##### RECORDS PROVIDED

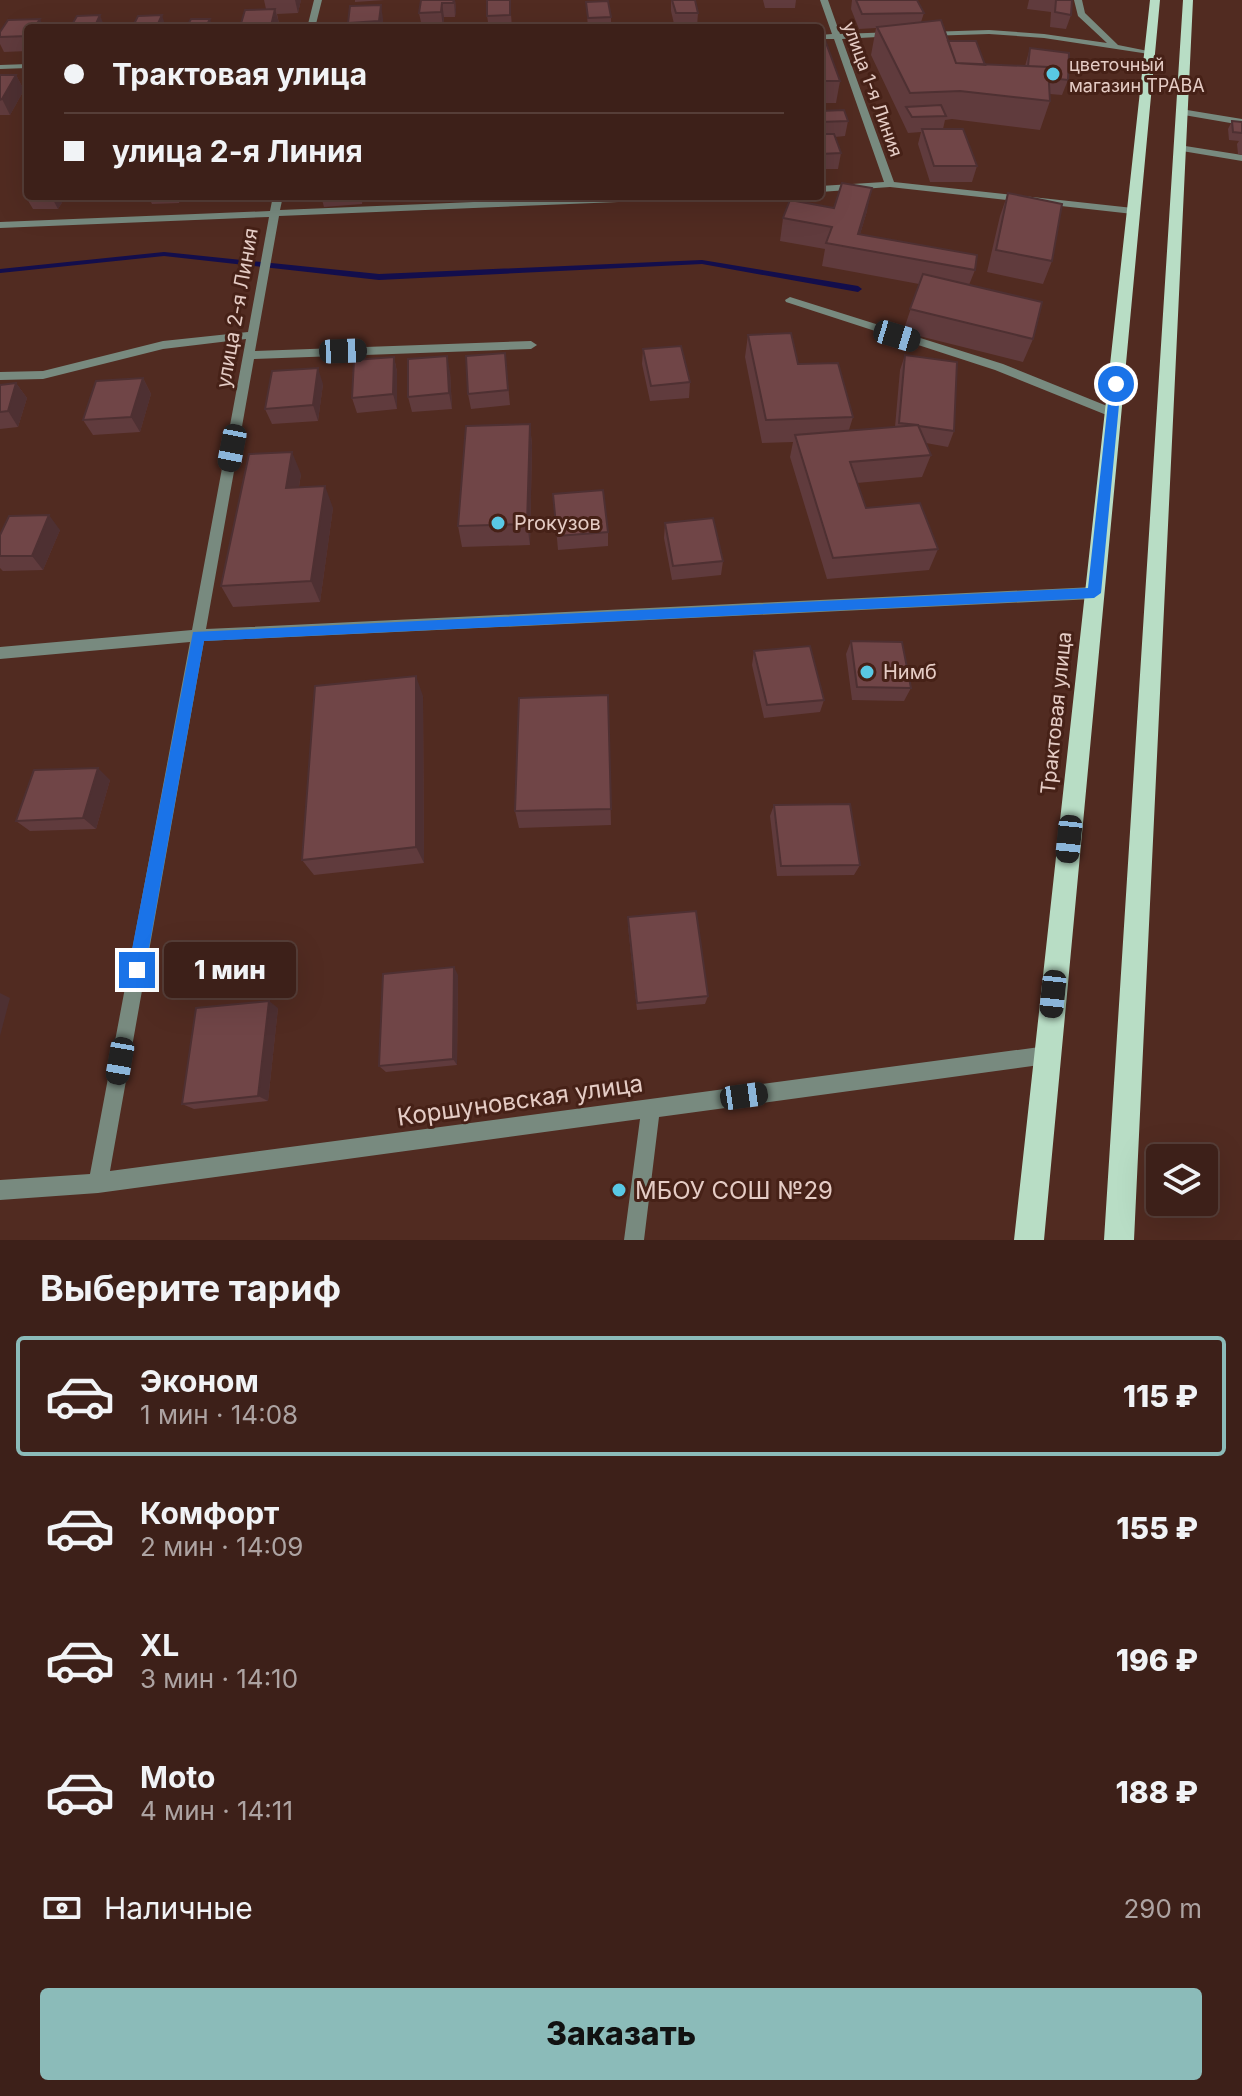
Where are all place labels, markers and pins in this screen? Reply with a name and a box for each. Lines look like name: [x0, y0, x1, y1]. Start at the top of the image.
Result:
place label: цветочный магазин ТРАВА: [1069, 54, 1205, 96]
marker: цветочный магазин ТРАВА: [1044, 65, 1062, 83]
place label: Proкузов: [514, 511, 601, 535]
marker: Proкузов: [489, 514, 507, 532]
place label: Нимб: [883, 660, 937, 684]
marker: Нимб: [858, 663, 876, 681]
place label: МБОУ СОШ №29: [635, 1176, 833, 1205]
marker: МБОУ СОШ №29: [610, 1181, 628, 1199]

##########

### YOUR ASSIGNMENT
With the images excluded, reproduce the data above precisely as written.

### THE ANSWER
Where are all place labels, markers and pins in this screen? Reply with a name and a box for each. Lines look like name: [x0, y0, x1, y1]. Start at the top of the image.
Result:
place label: цветочный магазин ТРАВА: [1069, 54, 1205, 96]
marker: цветочный магазин ТРАВА: [1044, 65, 1062, 83]
place label: Proкузов: [514, 511, 601, 535]
marker: Proкузов: [489, 514, 507, 532]
place label: Нимб: [883, 660, 937, 684]
marker: Нимб: [858, 663, 876, 681]
place label: МБОУ СОШ №29: [635, 1176, 833, 1205]
marker: МБОУ СОШ №29: [610, 1181, 628, 1199]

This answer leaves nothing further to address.